- [Activity]: Copy every line of the data that contains the string "stream".

- [Materials provided]:

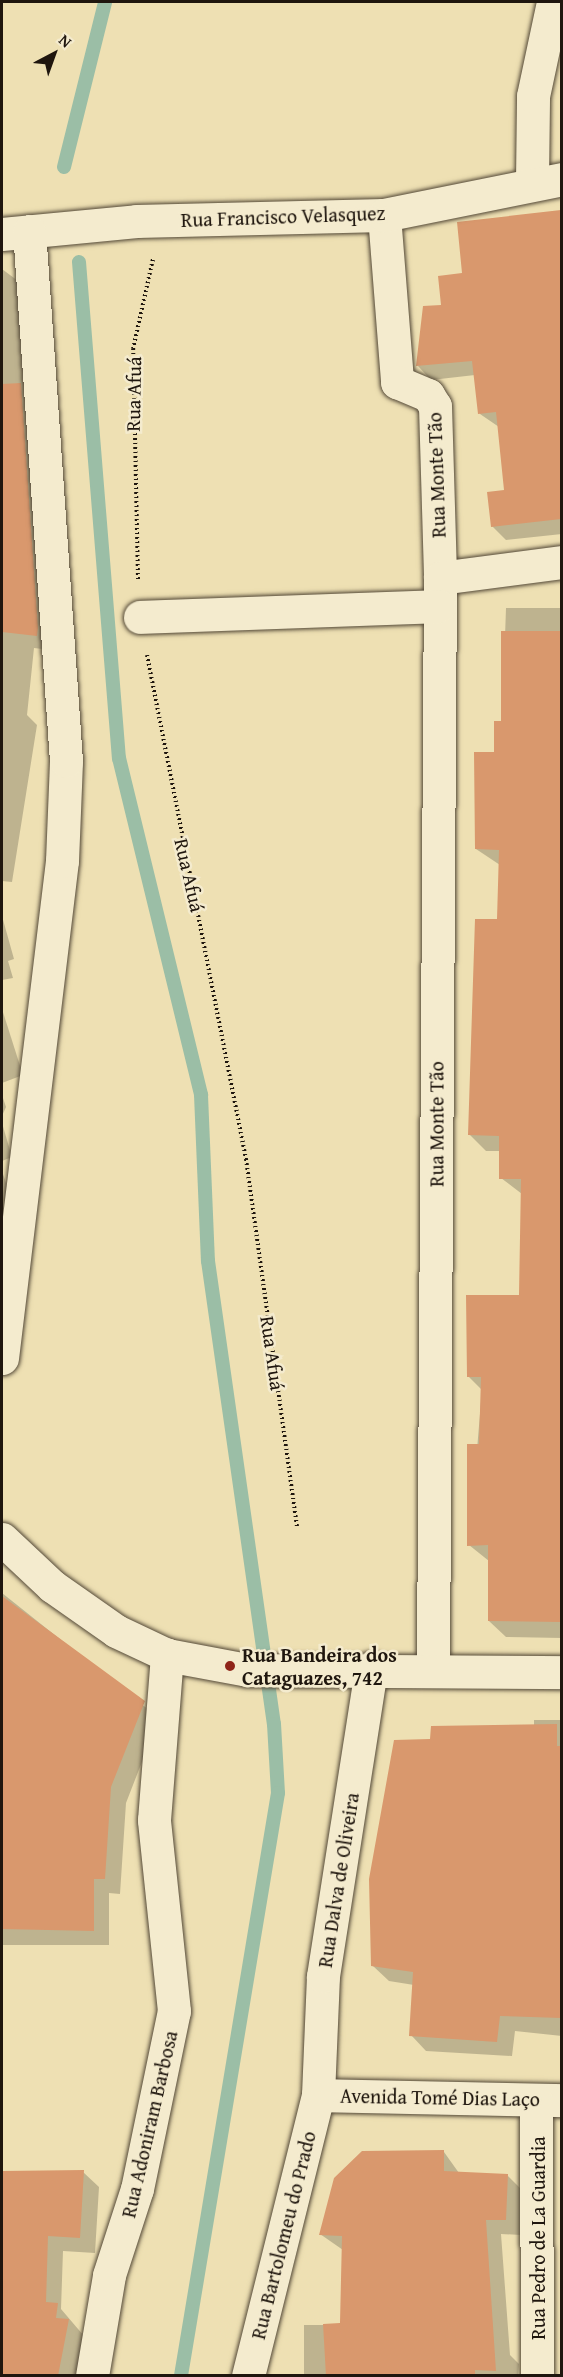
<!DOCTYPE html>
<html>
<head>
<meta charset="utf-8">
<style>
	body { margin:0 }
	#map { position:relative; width:563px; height:2377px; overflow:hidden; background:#eee0b3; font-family:"Gentium Book Plus",serif }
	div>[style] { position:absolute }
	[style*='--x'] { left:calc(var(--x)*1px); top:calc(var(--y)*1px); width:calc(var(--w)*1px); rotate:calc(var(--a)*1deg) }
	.shadow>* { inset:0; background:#0003 }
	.stream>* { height:14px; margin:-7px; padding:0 7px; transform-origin:7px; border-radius:7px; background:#9bbea6 }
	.building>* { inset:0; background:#d9986d }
	.path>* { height:4px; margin-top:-2px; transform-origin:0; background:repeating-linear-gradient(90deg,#1f160e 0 1.5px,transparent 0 4.5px) }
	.roads { filter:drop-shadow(0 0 2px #534837) drop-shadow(0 0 2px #534837) }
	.minor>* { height:33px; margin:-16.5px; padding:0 16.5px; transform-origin:16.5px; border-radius:16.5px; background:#f4ebce }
	.dots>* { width:16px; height:16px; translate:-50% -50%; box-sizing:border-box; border:3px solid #f4ebce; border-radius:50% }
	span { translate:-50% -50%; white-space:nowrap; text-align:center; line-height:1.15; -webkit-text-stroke:5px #f4ebce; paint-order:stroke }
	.street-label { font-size:20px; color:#1f160e }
	.poi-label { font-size:20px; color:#1f160e; font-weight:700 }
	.left { translate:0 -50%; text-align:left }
	.frame { position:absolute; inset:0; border:3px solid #1f160e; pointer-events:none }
	.north { position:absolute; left:24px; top:24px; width:60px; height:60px; -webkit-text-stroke:4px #f4ebce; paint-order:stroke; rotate:41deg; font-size:16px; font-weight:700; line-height:24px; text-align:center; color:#1f160e }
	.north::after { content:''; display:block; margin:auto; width:21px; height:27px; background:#1f160e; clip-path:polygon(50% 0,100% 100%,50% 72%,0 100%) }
</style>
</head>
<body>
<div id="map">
	<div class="shadow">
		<i style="clip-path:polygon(562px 212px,562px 534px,506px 540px,492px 526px,505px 492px,499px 427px,480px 414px,475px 375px,431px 380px,418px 366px,442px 307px,464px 275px,459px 223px)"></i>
		<i style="clip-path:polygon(2px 269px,22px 284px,51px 650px,34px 648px,27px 715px,37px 725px,12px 882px,2px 881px)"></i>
		<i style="clip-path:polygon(506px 608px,562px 608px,562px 1638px,506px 1637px,489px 1621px,489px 1561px,469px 1545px,482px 1390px,468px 1376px,520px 1297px,522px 1194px,501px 1178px,501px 1151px,486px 1151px,470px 1135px,498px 920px,500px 865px,476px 849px,502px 722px)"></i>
		<i style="clip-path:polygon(2px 916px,14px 959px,8px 961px,13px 978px,2px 980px)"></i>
		<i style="clip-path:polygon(2px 1009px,23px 1075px,2px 1083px)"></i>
		<i style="clip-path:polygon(2px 1095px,6px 1107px,2px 1116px)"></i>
		<i style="clip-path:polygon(2px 1123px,12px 1157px,2px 1161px)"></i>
		<i style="clip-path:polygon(2px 1171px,8px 1189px,2px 1241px)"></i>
		<i style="clip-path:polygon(2px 1593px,159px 1718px,126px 1803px,120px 1894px,109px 1893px,109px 1945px,2px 1945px)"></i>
		<i style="clip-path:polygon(534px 1720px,562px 1720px,562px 2036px,515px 2031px,512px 2056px,426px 2051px,411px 2035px,414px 1985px,389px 1981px,373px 1966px,432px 1740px,534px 1726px)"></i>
		<i style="clip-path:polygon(444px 2152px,459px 2173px,507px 2175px,522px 2190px,521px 2235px,501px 2234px,510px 2355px,519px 2364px,518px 2376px,304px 2376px,304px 2325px,341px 2325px,343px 2250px,320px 2234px)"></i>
		<i style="clip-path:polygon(2px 2172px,83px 2172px,99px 2187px,95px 2253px,63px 2251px,61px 2309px,84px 2336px,76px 2376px,2px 2376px)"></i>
	</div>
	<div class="stream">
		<i style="--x:64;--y:167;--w:170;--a:-76"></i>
		<i style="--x:79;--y:262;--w:498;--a:85.4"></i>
		<i style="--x:119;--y:758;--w:347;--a:76.3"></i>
		<i style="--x:201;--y:1095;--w:166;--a:87.6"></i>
		<i style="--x:208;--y:1261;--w:468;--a:81.9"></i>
		<i style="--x:274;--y:1724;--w:69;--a:86.7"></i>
		<i style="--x:278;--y:1793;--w:591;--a:99.45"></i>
	</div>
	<div class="building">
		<i style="clip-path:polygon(561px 210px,561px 519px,491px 527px,487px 492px,504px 490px,496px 412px,478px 414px,472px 361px,416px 366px,423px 306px,441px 305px,438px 276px,462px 273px,457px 222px)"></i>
		<i style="clip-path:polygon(21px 383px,38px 628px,37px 636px,2px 632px,2px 384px)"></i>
		<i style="clip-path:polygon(501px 631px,561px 631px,561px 1622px,488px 1621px,488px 1545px,467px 1546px,467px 1444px,479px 1444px,481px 1377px,467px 1377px,466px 1295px,519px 1295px,521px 1179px,499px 1179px,499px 1136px,468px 1135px,475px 919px,497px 919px,499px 850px,475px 849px,474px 752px,494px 752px,494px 721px,501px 721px)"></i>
		<i style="clip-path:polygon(2px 1596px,145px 1701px,111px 1787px,105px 1879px,94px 1879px,94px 1931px,2px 1929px)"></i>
		<i style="clip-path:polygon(557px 1724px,557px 1746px,561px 1746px,561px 2018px,500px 2016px,497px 2042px,409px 2036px,413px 1972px,371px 1966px,369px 1879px,394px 1740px,430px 1739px,431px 1726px)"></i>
		<i style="clip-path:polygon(444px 2150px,444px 2171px,508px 2174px,506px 2220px,486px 2220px,496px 2371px,475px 2370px,475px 2376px,326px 2376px,323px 2324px,340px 2323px,342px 2236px,319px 2235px,334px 2178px,362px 2151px)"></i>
		<i style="clip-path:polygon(84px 2170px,80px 2238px,48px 2236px,46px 2302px,58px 2303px,56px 2318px,69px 2319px,58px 2376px,2px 2376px,2px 2171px)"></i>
	</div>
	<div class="path">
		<i style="--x:138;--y:579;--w:230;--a:-91.2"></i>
		<i style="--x:133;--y:349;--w:92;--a:-77.5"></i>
		<i style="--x:147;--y:655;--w:514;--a:78.89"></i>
		<i style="--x:246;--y:1159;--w:373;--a:82.1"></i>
	</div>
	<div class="roads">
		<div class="minor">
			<i style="--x:532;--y:182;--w:86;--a:-89.3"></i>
			<i style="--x:533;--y:96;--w:96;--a:-78"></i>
			<i style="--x:384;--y:215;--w:168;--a:85.5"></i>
			<i style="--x:397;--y:382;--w:34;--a:23"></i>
			<i style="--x:428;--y:395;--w:13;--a:58"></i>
			<i style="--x:435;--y:406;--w:172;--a:88.3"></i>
			<i style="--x:440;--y:578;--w:1092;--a:90.37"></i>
			<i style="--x:2;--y:234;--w:135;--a:-5.5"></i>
			<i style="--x:136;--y:221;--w:248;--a:-1.4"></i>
			<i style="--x:384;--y:215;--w:182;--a:-11.4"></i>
			<i style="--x:440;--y:578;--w:123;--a:-7.5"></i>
			<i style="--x:140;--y:617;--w:299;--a:-2.1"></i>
			<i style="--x:2;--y:1358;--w:501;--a:-83.12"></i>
			<i style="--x:62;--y:861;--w:100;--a:-87.7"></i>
			<i style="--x:66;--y:761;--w:531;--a:-93.99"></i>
			<i style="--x:2;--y:1539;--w:69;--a:43.2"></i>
			<i style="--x:52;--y:1586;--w:78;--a:35.1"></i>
			<i style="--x:116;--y:1631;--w:56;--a:25.2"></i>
			<i style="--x:167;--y:1655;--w:81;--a:10.6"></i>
			<i style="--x:247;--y:1670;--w:315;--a:0.4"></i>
			<i style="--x:318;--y:2095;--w:244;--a:1.2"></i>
			<i style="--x:536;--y:2100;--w:276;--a:89.8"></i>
			<i style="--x:92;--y:2376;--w:102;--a:-80.4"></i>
			<i style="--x:109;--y:2275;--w:90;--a:-72"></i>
			<i style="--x:137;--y:2189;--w:182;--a:-78.3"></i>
			<i style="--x:174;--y:2011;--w:192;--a:-96"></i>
			<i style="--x:154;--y:1820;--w:166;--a:-85.5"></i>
			<i style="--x:248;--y:2376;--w:290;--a:-76"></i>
			<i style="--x:318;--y:2095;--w:119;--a:-87.6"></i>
			<i style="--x:323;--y:1976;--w:312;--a:-81.1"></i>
		</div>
	</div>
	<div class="dots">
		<i style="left:230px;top:1666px;background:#8f2418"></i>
	</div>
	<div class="street-label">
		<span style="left:283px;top:216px;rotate:-2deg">Rua Francisco Velasquez</span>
		<span style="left:133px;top:394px;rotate:-89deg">Rua Afuá</span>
		<span style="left:436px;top:475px;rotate:-92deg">Rua Monte Tão</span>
		<span style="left:190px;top:875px;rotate:77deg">Rua Afuá</span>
		<span style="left:436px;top:1124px;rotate:-90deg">Rua Monte Tão</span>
		<span style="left:273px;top:1353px;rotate:82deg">Rua Afuá</span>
		<span style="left:338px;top:1880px;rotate:-81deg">Rua Dalva de Oliveira</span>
		<span style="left:440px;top:2097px;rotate:1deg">Avenida Tomé Dias Laço</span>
		<span style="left:149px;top:2124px;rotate:-77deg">Rua Adoniram Barbosa</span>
		<span style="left:283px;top:2235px;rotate:-76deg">Rua Bartolomeu do Prado</span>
		<span style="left:537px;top:2238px;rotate:-90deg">Rua Pedro de La Guardia</span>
	</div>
	<div class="poi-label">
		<span class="left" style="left:242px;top:1666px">Rua Bandeira dos<br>Cataguazes, 742</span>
	</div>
	<div class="frame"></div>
	<div class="north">N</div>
</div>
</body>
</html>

- [Answer area]:
	.stream>* { height:14px; margin:-7px; padding:0 7px; transform-origin:7px; border-radius:7px; background:#9bbea6 }
	<div class="stream">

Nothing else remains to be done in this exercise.